- Required action
Write only the number of lines in the data that contain the word "button".

[Extracted records]
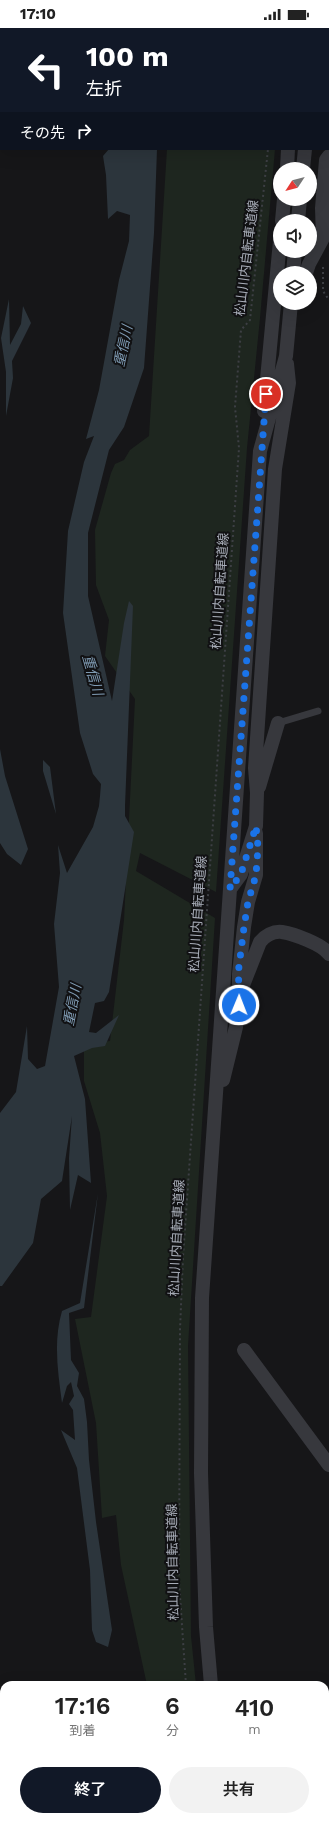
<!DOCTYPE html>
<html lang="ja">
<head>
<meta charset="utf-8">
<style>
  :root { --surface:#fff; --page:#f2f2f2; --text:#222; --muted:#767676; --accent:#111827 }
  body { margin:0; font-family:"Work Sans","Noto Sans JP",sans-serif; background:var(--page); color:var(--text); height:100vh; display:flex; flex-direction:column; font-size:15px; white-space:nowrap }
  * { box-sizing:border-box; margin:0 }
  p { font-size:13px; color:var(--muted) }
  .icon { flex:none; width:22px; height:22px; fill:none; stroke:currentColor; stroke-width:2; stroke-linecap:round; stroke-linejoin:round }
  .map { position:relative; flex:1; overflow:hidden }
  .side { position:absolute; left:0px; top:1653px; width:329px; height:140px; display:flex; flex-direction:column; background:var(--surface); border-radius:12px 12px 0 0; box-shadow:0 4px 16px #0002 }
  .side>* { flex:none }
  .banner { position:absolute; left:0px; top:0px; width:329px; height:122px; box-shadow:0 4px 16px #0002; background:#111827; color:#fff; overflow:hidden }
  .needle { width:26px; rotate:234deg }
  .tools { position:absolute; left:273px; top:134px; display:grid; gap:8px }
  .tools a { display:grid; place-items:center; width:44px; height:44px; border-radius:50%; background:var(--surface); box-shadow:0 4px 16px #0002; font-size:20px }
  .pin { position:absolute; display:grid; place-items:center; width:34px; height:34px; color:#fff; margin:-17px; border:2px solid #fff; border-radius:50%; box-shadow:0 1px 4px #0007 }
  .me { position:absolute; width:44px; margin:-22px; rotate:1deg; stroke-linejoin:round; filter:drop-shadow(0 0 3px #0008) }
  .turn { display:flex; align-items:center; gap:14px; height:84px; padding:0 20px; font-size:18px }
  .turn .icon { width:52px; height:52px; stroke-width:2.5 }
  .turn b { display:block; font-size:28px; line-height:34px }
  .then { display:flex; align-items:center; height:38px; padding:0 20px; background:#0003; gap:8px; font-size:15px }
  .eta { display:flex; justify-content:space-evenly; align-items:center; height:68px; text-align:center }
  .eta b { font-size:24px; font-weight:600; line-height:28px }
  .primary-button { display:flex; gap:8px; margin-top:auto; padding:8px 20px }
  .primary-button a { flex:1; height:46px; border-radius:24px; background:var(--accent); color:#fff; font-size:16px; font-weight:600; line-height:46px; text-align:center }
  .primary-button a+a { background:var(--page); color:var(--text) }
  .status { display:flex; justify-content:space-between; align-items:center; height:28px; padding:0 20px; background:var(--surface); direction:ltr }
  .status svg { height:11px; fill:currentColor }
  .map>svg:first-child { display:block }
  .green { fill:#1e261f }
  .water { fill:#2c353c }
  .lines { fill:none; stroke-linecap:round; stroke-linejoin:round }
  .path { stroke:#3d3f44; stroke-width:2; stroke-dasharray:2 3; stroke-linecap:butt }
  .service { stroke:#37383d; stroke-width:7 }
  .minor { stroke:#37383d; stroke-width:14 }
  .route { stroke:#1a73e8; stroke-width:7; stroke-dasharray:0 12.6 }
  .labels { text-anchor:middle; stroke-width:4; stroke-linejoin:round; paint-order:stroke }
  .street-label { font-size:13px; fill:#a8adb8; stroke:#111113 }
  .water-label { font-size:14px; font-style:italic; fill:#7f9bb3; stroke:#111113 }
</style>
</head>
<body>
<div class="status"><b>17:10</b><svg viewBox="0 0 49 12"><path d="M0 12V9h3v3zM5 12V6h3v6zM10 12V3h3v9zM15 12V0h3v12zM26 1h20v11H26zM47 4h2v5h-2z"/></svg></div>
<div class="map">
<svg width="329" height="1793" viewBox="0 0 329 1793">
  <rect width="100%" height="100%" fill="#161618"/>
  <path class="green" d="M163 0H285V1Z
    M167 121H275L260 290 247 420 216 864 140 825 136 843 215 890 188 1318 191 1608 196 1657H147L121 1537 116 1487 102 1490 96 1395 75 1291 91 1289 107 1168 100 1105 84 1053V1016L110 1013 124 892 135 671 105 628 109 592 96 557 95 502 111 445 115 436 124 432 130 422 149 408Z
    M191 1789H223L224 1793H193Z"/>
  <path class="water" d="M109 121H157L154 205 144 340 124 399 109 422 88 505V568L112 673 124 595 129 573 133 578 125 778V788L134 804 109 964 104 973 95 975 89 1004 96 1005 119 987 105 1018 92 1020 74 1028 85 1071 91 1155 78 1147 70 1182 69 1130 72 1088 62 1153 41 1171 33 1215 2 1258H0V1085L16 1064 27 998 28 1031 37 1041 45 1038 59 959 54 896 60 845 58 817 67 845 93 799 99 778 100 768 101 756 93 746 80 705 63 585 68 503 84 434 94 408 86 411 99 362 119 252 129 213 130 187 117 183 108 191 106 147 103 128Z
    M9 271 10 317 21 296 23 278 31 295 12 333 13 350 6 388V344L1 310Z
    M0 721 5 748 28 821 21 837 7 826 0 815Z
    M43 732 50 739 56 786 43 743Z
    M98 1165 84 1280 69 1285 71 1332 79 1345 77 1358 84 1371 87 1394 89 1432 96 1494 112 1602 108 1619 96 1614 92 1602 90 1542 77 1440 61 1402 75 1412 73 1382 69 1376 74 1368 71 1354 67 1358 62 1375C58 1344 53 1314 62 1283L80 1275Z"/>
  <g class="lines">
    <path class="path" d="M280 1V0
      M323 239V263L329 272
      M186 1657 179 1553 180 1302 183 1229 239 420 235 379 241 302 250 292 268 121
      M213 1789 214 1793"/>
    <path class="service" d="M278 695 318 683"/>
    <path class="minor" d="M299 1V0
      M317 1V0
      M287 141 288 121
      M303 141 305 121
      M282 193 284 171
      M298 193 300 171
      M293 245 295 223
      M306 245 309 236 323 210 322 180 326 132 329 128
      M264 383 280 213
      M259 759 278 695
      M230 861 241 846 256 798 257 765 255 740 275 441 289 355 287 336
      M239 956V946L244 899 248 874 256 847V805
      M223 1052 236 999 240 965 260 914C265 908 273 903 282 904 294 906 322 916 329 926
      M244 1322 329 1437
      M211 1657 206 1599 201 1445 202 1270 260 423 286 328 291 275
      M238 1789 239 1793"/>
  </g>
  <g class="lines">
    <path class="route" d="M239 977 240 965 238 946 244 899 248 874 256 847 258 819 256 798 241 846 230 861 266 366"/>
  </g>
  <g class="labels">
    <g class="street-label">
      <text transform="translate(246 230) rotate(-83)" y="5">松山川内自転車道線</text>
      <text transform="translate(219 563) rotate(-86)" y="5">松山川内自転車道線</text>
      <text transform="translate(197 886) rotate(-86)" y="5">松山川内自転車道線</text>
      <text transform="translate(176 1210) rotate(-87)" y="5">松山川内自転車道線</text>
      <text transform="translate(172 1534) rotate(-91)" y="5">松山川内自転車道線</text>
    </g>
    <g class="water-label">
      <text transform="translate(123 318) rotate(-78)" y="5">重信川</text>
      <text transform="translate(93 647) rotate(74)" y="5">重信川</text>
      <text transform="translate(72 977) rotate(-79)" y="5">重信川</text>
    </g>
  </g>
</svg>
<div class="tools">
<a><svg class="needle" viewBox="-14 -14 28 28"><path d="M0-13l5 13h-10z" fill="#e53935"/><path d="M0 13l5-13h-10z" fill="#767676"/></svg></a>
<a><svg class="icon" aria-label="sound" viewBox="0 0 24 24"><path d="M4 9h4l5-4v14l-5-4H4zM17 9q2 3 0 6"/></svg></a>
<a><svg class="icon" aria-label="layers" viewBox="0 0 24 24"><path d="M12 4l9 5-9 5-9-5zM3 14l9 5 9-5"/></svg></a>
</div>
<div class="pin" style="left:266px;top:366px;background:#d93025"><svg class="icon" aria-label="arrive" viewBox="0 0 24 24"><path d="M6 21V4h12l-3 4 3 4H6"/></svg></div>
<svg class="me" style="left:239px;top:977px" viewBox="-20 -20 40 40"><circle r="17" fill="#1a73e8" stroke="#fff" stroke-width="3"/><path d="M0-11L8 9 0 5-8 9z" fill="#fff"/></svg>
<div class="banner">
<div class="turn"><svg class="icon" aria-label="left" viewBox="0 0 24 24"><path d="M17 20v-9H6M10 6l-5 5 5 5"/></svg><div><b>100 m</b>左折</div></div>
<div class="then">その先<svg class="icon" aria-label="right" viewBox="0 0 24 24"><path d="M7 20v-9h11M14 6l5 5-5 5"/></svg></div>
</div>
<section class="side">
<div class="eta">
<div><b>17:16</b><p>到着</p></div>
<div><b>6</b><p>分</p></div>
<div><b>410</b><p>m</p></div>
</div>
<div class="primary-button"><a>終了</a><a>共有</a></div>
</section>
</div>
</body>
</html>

- Solution to the exercise
4